TASK ITEM
Below are entries; count the lines containing the string "stream". The answer is that number alone.

EXERCISE INPUTS
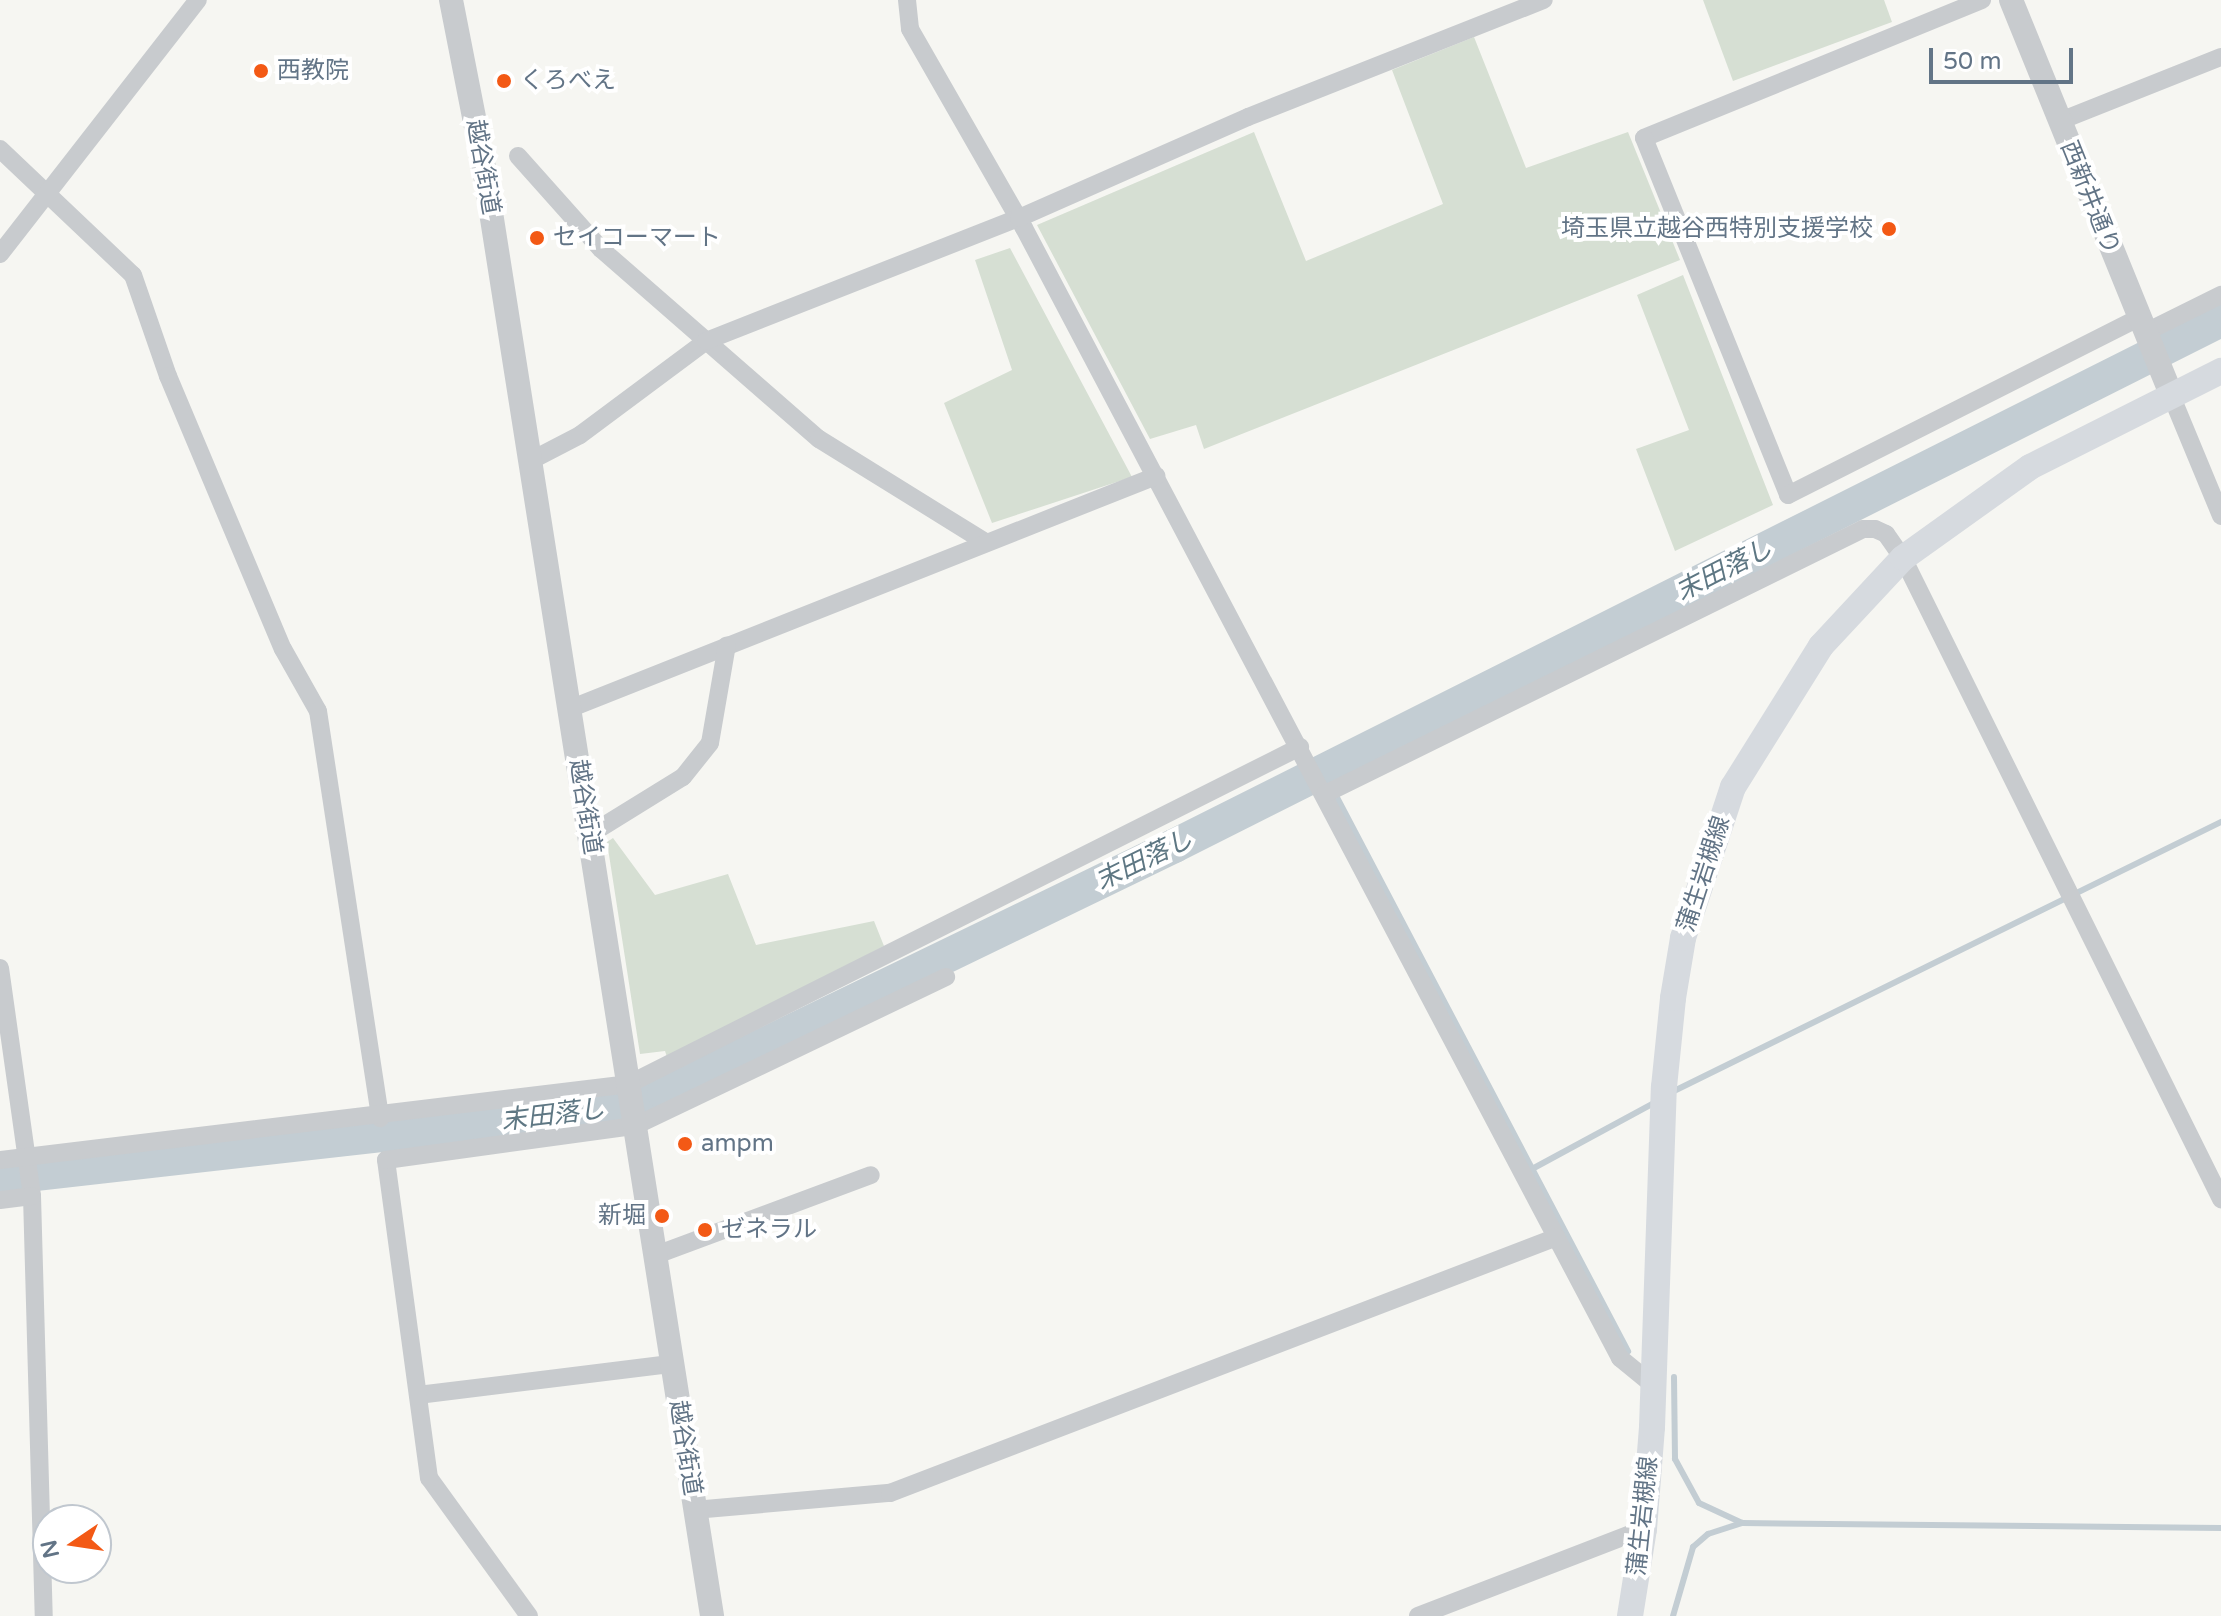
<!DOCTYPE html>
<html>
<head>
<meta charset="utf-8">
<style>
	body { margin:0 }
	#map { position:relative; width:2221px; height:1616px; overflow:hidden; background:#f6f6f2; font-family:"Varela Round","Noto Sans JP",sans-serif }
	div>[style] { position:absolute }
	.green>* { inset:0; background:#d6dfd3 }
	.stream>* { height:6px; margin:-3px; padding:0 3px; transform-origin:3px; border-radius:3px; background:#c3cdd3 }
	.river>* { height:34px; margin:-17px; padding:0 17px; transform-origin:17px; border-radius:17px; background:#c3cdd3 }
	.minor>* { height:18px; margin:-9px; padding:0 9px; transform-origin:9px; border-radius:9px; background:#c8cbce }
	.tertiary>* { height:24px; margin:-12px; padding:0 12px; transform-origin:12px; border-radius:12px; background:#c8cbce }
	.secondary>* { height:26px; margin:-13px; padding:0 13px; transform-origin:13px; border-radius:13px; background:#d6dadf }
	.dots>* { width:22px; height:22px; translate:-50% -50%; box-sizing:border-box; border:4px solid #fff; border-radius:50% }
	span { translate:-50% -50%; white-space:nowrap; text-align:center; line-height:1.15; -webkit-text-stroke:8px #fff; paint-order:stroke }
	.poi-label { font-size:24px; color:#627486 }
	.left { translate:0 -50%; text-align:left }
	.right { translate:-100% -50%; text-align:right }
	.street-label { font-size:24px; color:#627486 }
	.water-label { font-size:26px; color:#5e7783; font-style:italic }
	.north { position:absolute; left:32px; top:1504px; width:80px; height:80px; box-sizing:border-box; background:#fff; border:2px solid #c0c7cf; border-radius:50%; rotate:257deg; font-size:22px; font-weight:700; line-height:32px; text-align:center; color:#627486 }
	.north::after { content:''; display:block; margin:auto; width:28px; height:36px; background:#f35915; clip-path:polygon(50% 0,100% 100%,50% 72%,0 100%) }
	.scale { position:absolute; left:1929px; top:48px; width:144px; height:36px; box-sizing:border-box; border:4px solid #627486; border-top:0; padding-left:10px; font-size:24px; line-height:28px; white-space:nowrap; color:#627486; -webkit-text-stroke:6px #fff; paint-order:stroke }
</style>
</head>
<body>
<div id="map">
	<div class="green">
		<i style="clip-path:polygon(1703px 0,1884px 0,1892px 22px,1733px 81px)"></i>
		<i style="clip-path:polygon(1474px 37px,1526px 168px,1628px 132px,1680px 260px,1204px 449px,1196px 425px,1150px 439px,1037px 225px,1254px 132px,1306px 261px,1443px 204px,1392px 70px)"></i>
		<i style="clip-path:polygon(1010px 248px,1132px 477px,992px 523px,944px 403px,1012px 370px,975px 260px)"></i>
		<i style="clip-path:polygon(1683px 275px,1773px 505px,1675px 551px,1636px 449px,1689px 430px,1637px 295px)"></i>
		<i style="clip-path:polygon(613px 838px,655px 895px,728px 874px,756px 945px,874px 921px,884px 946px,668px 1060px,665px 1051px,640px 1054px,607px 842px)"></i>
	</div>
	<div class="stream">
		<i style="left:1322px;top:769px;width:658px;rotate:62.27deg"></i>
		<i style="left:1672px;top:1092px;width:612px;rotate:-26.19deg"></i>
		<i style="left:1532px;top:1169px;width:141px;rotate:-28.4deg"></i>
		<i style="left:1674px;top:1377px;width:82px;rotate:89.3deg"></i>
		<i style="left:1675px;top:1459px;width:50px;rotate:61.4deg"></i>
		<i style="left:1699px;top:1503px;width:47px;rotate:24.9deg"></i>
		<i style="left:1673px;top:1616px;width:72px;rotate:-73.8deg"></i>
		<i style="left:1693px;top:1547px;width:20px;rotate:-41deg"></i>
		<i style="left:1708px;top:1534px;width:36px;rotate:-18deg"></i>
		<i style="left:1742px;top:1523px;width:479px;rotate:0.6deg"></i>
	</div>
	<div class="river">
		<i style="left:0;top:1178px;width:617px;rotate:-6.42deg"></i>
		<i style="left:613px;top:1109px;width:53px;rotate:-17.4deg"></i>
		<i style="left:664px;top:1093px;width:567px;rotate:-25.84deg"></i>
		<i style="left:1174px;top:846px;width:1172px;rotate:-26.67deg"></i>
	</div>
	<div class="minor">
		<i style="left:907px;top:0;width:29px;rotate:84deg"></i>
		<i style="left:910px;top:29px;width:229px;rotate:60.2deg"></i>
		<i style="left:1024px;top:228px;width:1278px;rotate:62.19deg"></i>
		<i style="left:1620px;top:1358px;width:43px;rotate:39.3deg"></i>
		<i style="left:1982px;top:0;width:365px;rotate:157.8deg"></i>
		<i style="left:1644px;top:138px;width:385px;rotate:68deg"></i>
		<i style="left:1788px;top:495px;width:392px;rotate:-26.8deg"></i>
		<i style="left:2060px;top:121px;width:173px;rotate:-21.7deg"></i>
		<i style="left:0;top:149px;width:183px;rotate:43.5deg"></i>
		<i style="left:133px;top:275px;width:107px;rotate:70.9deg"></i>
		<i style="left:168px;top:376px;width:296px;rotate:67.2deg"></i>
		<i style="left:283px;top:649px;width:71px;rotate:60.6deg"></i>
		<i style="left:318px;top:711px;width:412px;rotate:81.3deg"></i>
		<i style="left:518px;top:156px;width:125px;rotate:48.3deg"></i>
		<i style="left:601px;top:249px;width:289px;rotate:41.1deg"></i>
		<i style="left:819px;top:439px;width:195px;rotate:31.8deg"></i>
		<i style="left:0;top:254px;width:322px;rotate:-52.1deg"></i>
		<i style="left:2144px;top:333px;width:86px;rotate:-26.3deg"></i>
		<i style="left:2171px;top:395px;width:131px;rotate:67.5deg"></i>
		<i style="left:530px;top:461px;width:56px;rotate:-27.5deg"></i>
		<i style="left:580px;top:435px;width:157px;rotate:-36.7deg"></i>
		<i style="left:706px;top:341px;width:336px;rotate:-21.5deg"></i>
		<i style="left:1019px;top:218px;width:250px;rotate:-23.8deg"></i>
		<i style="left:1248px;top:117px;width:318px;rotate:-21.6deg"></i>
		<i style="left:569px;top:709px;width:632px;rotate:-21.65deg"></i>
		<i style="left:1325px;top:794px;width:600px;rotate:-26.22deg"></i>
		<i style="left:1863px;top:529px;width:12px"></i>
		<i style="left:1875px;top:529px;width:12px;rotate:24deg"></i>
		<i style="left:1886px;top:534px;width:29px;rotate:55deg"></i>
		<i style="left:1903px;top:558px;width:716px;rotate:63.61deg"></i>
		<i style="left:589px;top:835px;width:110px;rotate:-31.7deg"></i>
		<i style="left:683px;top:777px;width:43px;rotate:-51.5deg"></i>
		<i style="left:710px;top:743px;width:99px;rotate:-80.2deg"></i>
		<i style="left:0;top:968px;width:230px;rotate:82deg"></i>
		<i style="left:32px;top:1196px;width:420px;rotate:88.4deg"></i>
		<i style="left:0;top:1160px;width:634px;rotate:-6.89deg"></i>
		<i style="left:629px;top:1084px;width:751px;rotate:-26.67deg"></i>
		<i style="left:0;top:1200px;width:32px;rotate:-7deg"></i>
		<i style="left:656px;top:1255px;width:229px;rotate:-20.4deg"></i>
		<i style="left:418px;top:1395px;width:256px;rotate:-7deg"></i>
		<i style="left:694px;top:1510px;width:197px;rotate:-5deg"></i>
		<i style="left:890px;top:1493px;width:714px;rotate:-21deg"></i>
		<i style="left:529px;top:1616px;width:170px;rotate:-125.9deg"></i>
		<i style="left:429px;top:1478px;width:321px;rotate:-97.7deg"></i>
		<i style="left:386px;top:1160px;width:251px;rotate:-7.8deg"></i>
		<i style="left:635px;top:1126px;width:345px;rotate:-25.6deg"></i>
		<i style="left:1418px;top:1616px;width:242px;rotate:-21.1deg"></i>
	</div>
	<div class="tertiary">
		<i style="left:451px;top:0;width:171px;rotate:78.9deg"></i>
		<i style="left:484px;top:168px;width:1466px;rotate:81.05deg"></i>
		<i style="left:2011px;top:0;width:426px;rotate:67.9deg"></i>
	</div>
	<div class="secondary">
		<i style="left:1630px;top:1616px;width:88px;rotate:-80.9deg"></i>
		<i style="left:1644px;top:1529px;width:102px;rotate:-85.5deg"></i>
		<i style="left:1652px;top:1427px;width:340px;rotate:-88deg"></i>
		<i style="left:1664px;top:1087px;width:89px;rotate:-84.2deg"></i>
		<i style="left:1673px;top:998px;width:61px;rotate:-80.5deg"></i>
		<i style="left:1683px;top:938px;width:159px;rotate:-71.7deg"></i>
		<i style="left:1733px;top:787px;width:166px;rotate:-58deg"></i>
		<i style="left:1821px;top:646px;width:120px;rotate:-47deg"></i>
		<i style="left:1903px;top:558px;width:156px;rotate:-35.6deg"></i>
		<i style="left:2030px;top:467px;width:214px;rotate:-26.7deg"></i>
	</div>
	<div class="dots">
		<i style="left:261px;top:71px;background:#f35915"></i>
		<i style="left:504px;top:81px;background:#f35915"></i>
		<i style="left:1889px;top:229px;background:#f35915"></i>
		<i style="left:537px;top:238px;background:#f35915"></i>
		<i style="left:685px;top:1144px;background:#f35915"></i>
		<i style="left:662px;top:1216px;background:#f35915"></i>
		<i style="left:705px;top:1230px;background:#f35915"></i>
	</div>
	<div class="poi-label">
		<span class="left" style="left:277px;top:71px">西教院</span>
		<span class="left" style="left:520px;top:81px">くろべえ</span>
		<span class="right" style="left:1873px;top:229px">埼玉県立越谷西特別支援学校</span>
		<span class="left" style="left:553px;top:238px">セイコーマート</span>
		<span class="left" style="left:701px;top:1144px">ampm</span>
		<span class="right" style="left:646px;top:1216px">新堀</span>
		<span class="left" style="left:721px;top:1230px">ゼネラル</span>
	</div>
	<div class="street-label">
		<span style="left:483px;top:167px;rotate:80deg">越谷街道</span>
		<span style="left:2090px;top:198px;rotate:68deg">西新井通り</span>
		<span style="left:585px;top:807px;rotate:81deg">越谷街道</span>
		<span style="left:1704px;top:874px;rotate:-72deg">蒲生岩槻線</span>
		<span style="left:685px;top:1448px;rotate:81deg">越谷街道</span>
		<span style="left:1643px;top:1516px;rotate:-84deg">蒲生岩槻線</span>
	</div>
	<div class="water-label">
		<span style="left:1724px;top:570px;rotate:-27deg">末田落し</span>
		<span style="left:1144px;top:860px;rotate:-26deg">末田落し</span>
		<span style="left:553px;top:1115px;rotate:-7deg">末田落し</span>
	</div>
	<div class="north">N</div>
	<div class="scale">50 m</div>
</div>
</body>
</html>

WRITTEN RESPONSE
2